Don’t Correct! Redirect!

September 28, 2011

by Ellen Woodward Potts
Co-Author, A Pocket Guide for the Alzheimer’s Caregiver
http://alzpocketguide.com

There are several universal truths about people with dementia.  One of these is that they will constantly get their facts wrong.  The knee-jerk reaction is to correct the person.  “No, Mama, Daddy’s been dead for 5 years,” or “You can’t be hungry!  You just had your breakfast!” or “You KNOW we’re going to the doctor today!  I told you less than 5 minutes ago.”

Here is another universal truth of dealing with people with dementia:  They cannot come back into your world, so you have to meet them in theirs.   There are various kinds of dementia, the most common form being Alzheimer’s disease.  As part of the disease process, people with Alzheimer’s disease can remember things that happened long ago, but not what happened today.  Think of it this way:  If the person’s brain is like a computer, all the things they did long ago are stored on the hard drive and during the early and middle stages of the disease, they can remember these things, like retrieving a document you saved a year ago.  However, the first part of the brain to be damaged is the part that saves current memories.  It’s like the “save” button on the computer doesn’t work anymore.  Therefore, it make sense that your mother with Alzheimer’s disease can remember every detail of her prom dress from 60 years ago, but not what she had for breakfast this morning.

If you understand this, you realize that there is no point in trying to correct the person.  Instead, redirect them.

“No, Mama, Daddy’s been dead for 5 years.”  People with dementia may not remember that family or friends have passed away.  If you remind them of the person’s death, it is like a new death to them with all the grief you would expect.  Instead, say something like this: “Can you tell me the story of when you and Daddy met? It’s so romantic!”

“You can’t be hungry!  You just had your breakfast!” People with dementia often forget they have eaten a meal as soon as they leave the table.  My grandfather went so far as to accuse my grandmother of starving him!  If your loved one tells you he’s hungry between meals, offer him cut fruit or raw vegetables.  These are low in calories and high in fiber and nutrition.  OR you can distract the person, “Yes, we’ll eat in a few minutes.  Until then, would you help me fold these clothes?”

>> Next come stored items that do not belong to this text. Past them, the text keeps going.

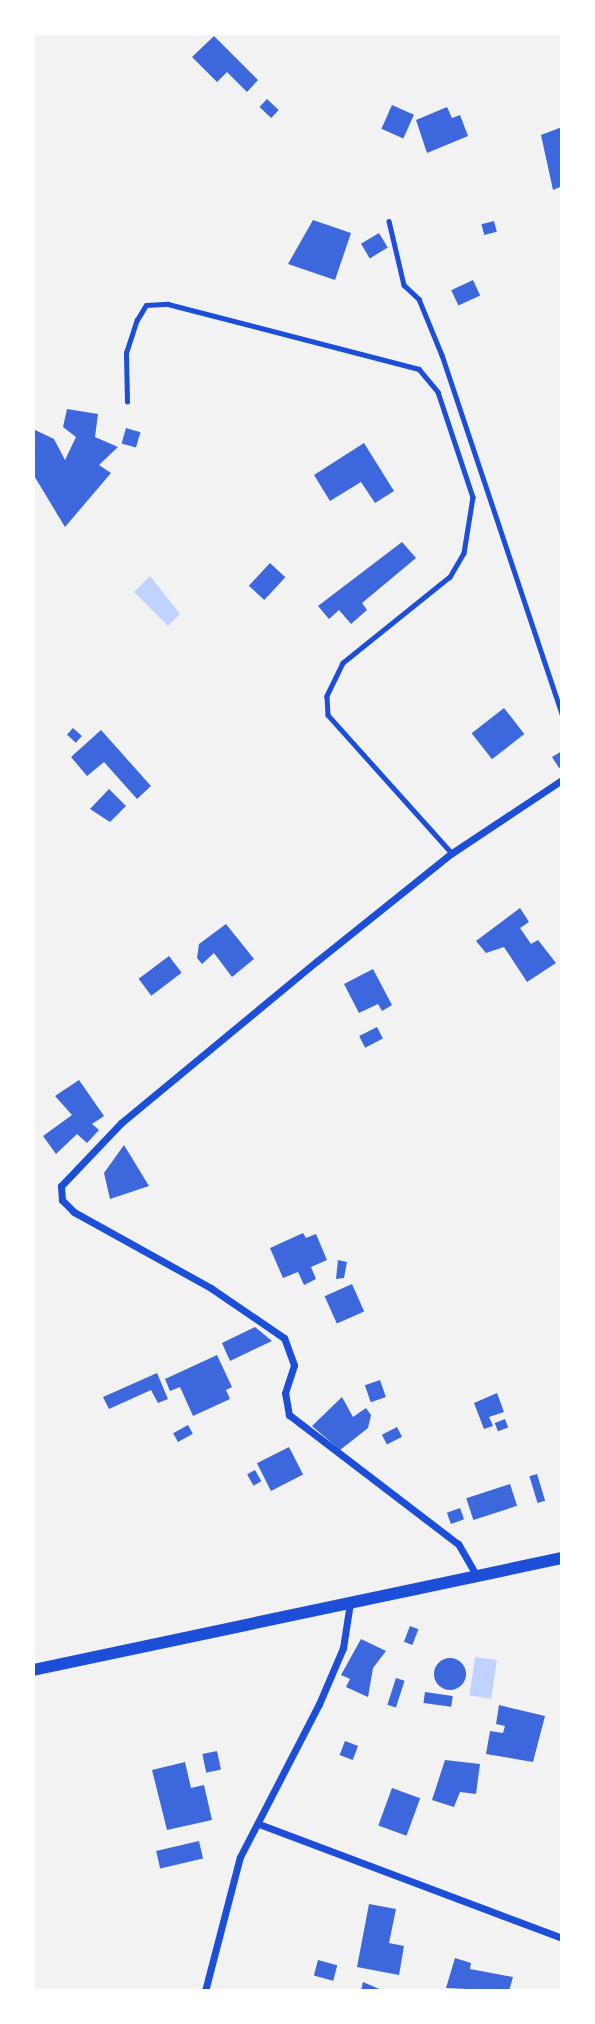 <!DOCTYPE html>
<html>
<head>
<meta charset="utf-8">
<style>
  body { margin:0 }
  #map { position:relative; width:595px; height:2024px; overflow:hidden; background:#f2f2f2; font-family:"Roboto Condensed",sans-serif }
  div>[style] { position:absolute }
  .water>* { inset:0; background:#bfd3fe; transform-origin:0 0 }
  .building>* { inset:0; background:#3d67dc; transform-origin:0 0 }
  .round { border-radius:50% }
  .service>* { height:4.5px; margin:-2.25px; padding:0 2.25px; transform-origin:2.25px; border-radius:2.25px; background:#1d4ed8 }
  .minor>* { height:7px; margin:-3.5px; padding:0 3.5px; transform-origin:3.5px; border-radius:3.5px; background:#1d4ed8 }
  .secondary>* { height:12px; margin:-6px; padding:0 6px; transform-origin:6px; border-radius:6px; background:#1d4ed8 }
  span { translate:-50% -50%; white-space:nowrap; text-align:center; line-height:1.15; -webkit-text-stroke:5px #fff; paint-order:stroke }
  .frame { position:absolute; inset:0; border:35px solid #fff; pointer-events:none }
</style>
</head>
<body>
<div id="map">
  <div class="water">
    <i style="clip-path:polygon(150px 576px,180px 614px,168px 626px,134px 592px)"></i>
    <i style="left:475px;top:1657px;width:22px;height:39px;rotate:8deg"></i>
  </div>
  <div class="building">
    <i style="clip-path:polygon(214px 36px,258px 80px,247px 92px,227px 72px,217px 82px,192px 57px)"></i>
    <i style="left:267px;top:99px;width:16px;height:11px;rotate:43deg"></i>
    <i style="left:392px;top:105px;width:24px;height:26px;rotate:24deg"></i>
    <i style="clip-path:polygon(447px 107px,452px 118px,460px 115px,468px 136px,427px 153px,416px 120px)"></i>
    <i style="clip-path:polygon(562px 127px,562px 186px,553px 190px,541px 135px)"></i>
    <i style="clip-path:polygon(313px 220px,351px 233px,335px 280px,288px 264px)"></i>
    <i style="left:494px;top:221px;width:11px;height:13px;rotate:75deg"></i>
    <i style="left:379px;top:233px;width:17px;height:21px;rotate:59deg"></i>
    <i style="left:473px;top:280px;width:17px;height:24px;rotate:65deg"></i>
    <i style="clip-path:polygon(67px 409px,98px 414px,95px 437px,118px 447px,99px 465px,111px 473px,65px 527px,33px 474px,33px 429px,54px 439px,65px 460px,76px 437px,63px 427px)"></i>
    <i style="left:126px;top:428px;width:15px;height:16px;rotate:16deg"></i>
    <i style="clip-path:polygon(364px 443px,394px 491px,375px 503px,361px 482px,330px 501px,314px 475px)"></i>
    <i style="clip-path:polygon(402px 542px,416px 558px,362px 603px,367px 610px,351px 624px,339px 610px,329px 619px,318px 606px)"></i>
    <i style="left:270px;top:563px;width:21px;height:31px;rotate:43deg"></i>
    <i style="left:504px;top:708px;width:33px;height:41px;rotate:52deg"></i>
    <i style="left:73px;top:728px;width:12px;height:9px;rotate:42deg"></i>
    <i style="clip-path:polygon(101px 730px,151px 786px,137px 799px,104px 762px,87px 776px,71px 757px)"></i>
    <i style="clip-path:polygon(562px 751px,562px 766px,559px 768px,552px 757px)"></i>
    <i style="clip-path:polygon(109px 789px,126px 806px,110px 822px,90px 809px)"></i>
    <i style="clip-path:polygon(520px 908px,529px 922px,520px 928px,531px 944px,538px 940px,556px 963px,527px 982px,504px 947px,486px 953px,476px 941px)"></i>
    <i style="clip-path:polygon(226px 924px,254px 959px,232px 977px,214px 953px,202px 964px,197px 958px,199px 944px)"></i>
    <i style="left:169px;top:956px;width:21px;height:38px;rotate:53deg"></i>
    <i style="clip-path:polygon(373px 969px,392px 1005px,382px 1011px,378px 1004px,359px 1013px,344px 984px)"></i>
    <i style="left:377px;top:1027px;width:13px;height:20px;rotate:63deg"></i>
    <i style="clip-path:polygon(79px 1080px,104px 1116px,92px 1124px,99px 1130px,87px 1143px,77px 1134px,56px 1154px,43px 1136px,72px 1115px,55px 1096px)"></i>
    <i style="clip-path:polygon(124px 1145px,149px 1186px,110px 1199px,104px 1173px)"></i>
    <i style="clip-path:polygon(303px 1233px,306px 1238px,316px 1234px,327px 1260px,311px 1267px,316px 1279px,304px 1285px,298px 1272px,283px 1278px,270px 1248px)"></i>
    <i style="clip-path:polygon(338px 1260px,347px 1262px,344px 1278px,336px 1279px)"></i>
    <i style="left:352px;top:1284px;width:30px;height:30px;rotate:66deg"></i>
    <i style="clip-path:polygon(255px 1327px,272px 1341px,230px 1361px,222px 1343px)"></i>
    <i style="clip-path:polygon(217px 1355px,232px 1387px,226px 1390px,230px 1399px,193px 1416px,180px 1387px,170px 1391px,165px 1379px)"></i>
    <i style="clip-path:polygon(157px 1373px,168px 1399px,158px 1403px,151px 1390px,109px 1409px,103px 1397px)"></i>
    <i style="left:380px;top:1380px;width:18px;height:16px;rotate:71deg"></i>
    <i style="clip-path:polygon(497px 1393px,504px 1412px,489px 1417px,493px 1426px,484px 1429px,474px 1403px)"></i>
    <i style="clip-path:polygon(342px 1397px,353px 1417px,366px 1408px,371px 1415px,368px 1428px,340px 1450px,312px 1426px)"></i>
    <i style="left:505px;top:1419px;width:9px;height:11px;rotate:69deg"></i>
    <i style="left:188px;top:1425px;width:10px;height:17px;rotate:61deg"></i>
    <i style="left:397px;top:1427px;width:11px;height:17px;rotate:63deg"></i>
    <i style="left:289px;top:1447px;width:31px;height:36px;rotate:63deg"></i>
    <i style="left:255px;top:1470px;width:13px;height:9px;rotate:61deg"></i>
    <i style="left:537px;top:1474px;width:28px;height:8px;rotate:73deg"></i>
    <i style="left:510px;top:1484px;width:23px;height:46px;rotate:72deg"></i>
    <i style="left:460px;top:1508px;width:12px;height:14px;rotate:70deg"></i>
    <i style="left:410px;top:1626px;width:9px;height:17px;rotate:21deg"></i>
    <i style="clip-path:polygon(361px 1639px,386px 1651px,373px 1668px,368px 1697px,346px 1687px,350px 1679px,341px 1675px)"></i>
    <i class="round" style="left:434px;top:1658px;width:32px;height:32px"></i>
    <i style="left:396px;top:1678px;width:9px;height:28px;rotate:18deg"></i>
    <i style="left:425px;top:1692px;width:28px;height:11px;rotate:8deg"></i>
    <i style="clip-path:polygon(499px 1705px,545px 1716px,533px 1762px,486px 1754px,490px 1731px,503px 1733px,505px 1726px,496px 1724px)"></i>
    <i style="left:345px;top:1741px;width:14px;height:15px;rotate:21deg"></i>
    <i style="left:217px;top:1751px;width:19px;height:15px;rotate:78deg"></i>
    <i style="clip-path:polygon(445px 1760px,480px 1764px,476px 1794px,460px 1792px,454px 1807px,432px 1800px)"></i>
    <i style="clip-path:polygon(185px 1762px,191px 1788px,204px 1785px,212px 1820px,167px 1830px,152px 1770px)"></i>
    <i style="left:392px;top:1788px;width:30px;height:40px;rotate:20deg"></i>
    <i style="left:199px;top:1841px;width:18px;height:44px;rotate:77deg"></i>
    <i style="clip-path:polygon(369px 1904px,396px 1909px,389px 1943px,404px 1946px,399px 1975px,357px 1967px)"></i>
    <i style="clip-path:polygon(455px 1958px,471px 1963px,470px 1969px,513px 1977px,509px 1991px,446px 1988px)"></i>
    <i style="left:318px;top:1960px;width:20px;height:16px;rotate:15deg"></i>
    <i style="clip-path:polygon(363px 1982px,384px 1991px,361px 1991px)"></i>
  </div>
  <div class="service">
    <i style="left:389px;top:221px;width:66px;rotate:76.8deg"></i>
    <i style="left:404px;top:285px;width:21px;rotate:43deg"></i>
    <i style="left:419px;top:299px;width:61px;rotate:67.7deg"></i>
    <i style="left:442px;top:355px;width:379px;rotate:71.5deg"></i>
    <i style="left:127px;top:402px;width:49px;rotate:-91.2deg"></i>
    <i style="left:126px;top:353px;width:35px;rotate:-72deg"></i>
    <i style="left:137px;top:320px;width:17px;rotate:-59deg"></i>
    <i style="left:146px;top:305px;width:22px;rotate:-3deg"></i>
    <i style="left:168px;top:304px;width:259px;rotate:14.5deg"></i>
    <i style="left:419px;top:369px;width:30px;rotate:50deg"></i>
    <i style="left:438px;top:392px;width:111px;rotate:71.6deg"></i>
    <i style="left:473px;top:497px;width:57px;rotate:99.1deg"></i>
    <i style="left:464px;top:553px;width:28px;rotate:120deg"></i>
    <i style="left:450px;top:577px;width:137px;rotate:141.2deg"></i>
    <i style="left:343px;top:663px;width:37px;rotate:116deg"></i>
    <i style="left:327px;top:696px;width:19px;rotate:87deg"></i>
    <i style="left:328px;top:715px;width:186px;rotate:48.1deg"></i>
  </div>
  <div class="minor">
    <i style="left:475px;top:1573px;width:34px;rotate:-120deg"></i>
    <i style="left:458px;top:1544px;width:213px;rotate:-142.6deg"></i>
    <i style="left:289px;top:1415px;width:22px;rotate:-100deg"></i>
    <i style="left:285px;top:1393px;width:29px;rotate:-72deg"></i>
    <i style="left:294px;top:1365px;width:29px;rotate:-110deg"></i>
    <i style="left:284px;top:1338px;width:88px;rotate:-145.6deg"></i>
    <i style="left:211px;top:1288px;width:157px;rotate:-151deg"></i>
    <i style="left:74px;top:1212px;width:17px;rotate:-135deg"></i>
    <i style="left:62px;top:1200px;width:14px;rotate:-94deg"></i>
    <i style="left:61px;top:1186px;width:87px;rotate:-46.4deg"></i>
    <i style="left:121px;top:1123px;width:254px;rotate:-39.6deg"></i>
    <i style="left:317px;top:961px;width:173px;rotate:-38.7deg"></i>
    <i style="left:452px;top:853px;width:132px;rotate:-33.6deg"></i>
    <i style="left:259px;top:1824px;width:324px;rotate:20.6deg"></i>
    <i style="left:205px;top:1991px;width:138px;rotate:-75.4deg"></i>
    <i style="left:240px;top:1857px;width:172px;rotate:-62.7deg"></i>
    <i style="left:319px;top:1704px;width:61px;rotate:-66.8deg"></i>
    <i style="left:343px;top:1648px;width:46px;rotate:-81.2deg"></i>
  </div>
  <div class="secondary">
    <i style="left:33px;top:1670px;width:541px;rotate:-11.95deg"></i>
  </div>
  <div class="frame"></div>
</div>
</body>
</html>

Arguing is pointless.  Don’t correct!  Redirect!

I am a huge believer in what I call “distraction phrases.”  Most people with dementia have one, if only you can find it.  My father-in-law was a wanderer.  Physically, there was nothing anyone could do to keep him from leaving if he decided to leave the house.  However, he had always been very particular about his hair.  Anytime he would decide to leave, we could say, “Papa! Your hair is messed up! You should go comb it!”  Every time, this would distract him, no matter how often it was said.

The mother of a friend of mine has Alzheimer’s disease and is a devout Catholic.  Anytime my friend wishes to stop her mother from doing something, she says, “Mama, would you help me pray the Rosary?”  Every time, her mother stops whatever she is doing and prays with her daughter.

Think about what the person has always liked to do.  Is he religious?  Ask him to say a memorized prayer, quote the 23rd Psalm or sing a hymn with you.  Was she particular about her laundry?  Ask her to help you fold clothes (and always keep a basket of old clothes ready for her to fold!)  Does he have a favorite song?  Ask him to sing it with you.  If you can find your loved one’s “distraction phrase,” it can be an invaluable tool in your caregiver journey.